Assigned task ::
Gather, from the data below, each line in which the word "body" occurs.

Material to process ::
[Start of section]
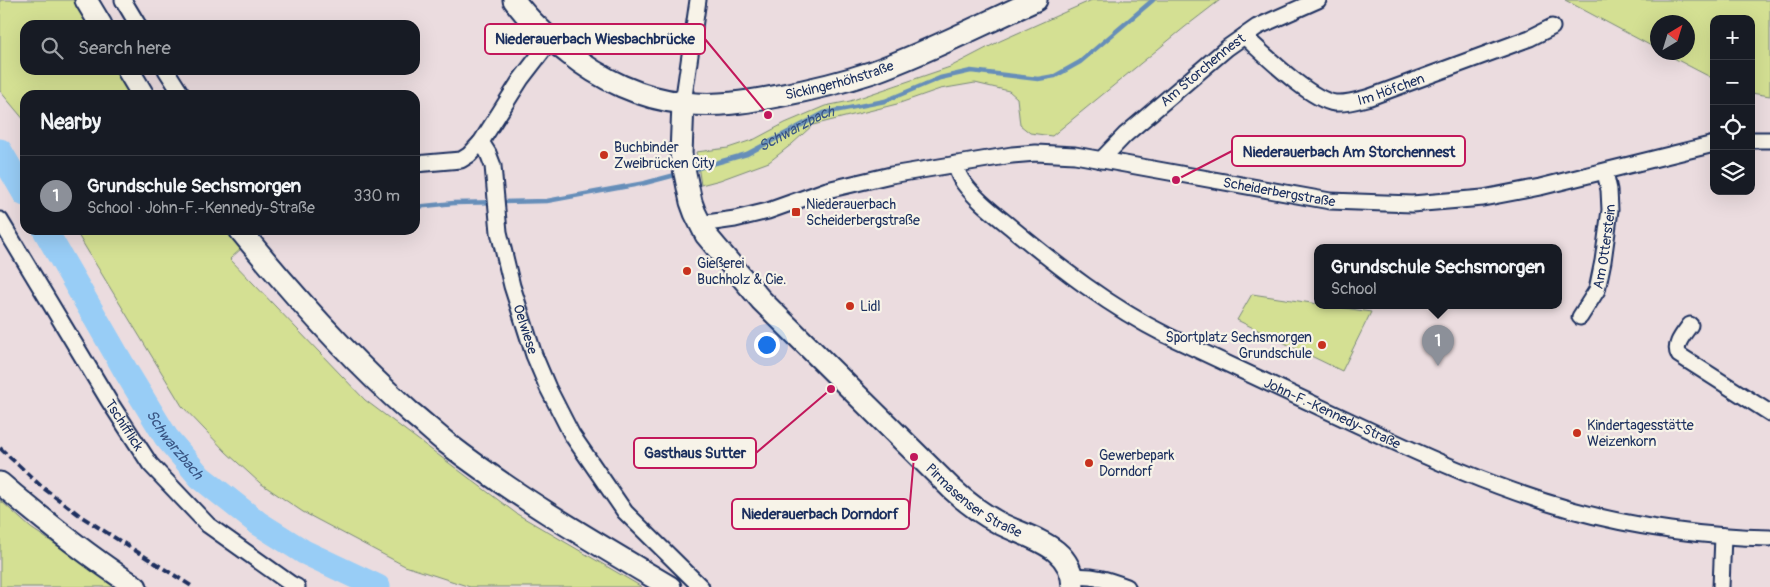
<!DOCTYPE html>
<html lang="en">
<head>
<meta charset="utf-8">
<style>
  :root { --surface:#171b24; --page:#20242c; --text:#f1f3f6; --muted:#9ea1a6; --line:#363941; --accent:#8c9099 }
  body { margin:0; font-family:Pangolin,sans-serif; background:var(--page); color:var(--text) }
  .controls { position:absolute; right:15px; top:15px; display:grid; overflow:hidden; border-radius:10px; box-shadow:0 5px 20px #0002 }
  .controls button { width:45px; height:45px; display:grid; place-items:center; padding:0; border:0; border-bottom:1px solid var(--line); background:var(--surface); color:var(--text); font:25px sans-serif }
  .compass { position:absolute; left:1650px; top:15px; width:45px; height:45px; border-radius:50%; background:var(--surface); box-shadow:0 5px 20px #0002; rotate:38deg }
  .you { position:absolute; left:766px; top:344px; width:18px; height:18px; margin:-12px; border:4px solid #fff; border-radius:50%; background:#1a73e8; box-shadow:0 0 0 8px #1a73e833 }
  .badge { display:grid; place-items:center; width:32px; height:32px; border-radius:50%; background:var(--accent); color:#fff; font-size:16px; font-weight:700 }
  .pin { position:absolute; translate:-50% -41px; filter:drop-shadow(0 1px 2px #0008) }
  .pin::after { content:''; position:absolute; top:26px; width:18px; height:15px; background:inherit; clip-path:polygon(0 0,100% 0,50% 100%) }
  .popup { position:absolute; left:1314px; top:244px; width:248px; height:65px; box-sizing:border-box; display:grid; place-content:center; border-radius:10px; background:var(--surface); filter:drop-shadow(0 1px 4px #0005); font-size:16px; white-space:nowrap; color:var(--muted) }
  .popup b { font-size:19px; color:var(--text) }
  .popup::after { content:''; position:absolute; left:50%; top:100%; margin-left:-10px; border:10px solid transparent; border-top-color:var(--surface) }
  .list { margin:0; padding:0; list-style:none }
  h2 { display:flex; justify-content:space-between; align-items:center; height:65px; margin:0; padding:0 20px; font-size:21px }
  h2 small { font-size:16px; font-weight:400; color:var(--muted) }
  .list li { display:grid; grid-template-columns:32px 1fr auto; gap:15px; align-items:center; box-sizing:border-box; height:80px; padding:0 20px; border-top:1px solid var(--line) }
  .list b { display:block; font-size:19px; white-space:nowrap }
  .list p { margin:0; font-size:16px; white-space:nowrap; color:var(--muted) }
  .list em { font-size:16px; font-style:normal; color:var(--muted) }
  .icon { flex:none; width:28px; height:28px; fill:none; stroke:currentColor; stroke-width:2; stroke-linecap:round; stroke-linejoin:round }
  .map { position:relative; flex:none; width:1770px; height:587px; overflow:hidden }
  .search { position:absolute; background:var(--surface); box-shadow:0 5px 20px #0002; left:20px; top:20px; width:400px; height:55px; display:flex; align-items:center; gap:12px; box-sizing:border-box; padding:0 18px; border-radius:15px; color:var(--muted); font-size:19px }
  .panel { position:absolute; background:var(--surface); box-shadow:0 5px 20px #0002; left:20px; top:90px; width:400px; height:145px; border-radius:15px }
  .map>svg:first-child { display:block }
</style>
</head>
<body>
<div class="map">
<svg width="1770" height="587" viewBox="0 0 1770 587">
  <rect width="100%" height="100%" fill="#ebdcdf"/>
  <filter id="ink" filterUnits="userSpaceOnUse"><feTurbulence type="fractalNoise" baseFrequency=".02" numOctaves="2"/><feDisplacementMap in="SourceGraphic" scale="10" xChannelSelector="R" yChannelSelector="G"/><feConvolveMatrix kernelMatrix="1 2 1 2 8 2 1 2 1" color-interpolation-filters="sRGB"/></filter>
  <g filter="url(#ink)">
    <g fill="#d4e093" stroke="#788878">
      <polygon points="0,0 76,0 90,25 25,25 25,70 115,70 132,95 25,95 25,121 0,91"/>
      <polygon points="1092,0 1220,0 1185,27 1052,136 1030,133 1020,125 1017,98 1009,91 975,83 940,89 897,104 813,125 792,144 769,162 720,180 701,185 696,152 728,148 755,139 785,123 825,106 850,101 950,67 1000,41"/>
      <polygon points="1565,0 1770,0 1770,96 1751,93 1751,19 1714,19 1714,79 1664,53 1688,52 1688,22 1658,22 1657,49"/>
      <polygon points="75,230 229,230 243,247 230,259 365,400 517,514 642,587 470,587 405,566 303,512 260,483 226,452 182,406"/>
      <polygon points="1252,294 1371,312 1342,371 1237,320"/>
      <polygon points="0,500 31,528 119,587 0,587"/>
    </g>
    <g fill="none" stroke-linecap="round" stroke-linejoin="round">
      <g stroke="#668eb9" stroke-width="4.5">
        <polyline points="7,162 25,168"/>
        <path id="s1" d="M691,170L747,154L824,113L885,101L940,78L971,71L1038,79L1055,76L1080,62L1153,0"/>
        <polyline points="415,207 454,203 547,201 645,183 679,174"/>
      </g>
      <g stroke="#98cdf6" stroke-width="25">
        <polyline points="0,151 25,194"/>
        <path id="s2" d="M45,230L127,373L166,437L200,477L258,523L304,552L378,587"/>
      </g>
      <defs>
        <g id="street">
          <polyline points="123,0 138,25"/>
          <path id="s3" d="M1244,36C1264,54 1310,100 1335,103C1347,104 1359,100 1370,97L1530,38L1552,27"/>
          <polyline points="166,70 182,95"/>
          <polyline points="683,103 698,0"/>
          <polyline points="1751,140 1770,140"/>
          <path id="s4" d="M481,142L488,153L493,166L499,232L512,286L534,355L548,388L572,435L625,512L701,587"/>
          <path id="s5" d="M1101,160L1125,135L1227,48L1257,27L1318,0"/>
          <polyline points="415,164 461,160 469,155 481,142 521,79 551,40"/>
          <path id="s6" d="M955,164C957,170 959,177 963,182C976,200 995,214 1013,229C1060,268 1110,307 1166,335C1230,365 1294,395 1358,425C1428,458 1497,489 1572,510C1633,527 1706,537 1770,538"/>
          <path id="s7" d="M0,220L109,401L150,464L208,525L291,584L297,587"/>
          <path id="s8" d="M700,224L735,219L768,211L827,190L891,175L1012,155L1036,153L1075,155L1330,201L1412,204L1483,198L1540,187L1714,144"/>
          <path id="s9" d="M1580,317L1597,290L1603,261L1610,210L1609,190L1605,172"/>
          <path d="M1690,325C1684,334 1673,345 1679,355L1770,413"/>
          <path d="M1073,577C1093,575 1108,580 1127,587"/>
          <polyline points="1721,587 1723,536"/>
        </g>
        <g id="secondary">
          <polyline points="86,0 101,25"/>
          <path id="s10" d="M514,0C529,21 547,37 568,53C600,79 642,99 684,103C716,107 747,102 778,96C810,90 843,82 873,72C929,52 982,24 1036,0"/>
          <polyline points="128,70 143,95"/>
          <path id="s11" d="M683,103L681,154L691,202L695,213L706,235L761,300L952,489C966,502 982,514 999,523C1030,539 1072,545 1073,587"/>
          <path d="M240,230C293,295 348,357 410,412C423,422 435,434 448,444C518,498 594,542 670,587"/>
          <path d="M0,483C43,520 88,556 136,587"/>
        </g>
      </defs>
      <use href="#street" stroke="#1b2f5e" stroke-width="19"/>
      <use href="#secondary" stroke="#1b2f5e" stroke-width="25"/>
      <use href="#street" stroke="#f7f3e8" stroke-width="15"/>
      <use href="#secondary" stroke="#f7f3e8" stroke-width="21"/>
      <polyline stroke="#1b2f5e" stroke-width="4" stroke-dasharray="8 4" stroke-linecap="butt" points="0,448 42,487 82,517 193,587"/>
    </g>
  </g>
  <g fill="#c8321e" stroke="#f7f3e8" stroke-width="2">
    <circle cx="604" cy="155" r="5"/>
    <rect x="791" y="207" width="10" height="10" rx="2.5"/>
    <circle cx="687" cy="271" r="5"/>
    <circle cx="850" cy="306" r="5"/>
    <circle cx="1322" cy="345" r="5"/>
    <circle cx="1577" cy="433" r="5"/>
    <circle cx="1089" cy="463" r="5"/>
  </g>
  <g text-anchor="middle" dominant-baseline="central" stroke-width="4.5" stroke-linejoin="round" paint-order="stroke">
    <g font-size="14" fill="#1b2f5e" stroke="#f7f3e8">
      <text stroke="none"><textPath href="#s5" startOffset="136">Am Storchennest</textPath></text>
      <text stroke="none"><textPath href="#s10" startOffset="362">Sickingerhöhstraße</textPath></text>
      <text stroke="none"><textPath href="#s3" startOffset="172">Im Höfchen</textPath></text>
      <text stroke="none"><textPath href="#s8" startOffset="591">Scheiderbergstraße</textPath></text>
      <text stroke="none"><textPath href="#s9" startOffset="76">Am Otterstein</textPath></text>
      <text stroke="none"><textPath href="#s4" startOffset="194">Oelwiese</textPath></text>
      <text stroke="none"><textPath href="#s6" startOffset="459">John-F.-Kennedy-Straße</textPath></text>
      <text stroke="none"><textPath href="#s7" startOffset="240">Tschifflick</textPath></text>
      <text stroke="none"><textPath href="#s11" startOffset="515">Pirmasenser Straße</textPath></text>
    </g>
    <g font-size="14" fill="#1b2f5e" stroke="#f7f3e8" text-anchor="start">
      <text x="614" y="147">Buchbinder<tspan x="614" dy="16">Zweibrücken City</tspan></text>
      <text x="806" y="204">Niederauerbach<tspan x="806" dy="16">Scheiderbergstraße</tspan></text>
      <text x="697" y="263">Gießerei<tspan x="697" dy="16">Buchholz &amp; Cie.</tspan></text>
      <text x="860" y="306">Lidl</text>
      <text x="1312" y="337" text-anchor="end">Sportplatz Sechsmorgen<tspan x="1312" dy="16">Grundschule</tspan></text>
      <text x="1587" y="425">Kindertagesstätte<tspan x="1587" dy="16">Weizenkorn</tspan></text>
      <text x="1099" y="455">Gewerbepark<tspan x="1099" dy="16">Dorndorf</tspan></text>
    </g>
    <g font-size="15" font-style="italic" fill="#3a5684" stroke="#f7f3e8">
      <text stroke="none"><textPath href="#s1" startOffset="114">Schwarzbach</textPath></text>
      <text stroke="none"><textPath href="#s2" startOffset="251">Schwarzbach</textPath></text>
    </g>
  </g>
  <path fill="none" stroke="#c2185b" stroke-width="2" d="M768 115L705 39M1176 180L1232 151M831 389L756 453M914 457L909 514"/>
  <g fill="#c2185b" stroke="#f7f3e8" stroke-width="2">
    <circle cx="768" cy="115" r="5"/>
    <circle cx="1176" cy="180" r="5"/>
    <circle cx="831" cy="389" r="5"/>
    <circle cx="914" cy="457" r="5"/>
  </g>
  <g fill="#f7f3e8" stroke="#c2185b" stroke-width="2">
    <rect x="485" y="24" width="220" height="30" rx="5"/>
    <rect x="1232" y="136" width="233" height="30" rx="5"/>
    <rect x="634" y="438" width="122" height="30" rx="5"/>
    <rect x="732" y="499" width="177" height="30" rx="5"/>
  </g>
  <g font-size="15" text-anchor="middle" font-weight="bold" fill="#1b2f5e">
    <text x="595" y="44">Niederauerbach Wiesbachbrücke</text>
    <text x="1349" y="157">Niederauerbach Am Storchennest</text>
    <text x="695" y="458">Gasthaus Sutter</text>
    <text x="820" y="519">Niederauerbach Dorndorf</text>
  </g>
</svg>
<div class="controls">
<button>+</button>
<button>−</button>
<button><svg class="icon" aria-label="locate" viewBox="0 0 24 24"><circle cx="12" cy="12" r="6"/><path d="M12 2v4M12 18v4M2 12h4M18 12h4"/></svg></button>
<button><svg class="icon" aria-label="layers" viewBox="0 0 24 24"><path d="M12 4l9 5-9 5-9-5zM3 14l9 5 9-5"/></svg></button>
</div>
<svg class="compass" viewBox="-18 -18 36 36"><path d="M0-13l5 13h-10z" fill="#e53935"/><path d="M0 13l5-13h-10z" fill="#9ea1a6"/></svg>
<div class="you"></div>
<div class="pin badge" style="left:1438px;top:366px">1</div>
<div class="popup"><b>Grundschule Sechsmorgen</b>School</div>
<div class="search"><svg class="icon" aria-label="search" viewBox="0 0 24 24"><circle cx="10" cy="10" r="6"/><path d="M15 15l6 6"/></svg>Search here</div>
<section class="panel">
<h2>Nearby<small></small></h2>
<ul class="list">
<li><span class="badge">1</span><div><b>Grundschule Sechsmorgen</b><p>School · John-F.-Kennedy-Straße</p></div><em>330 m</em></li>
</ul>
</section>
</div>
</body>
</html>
[End of section]
Answer box ::
  body { margin:0; font-family:Pangolin,sans-serif; background:var(--page); color:var(--text) }
<body>
</body>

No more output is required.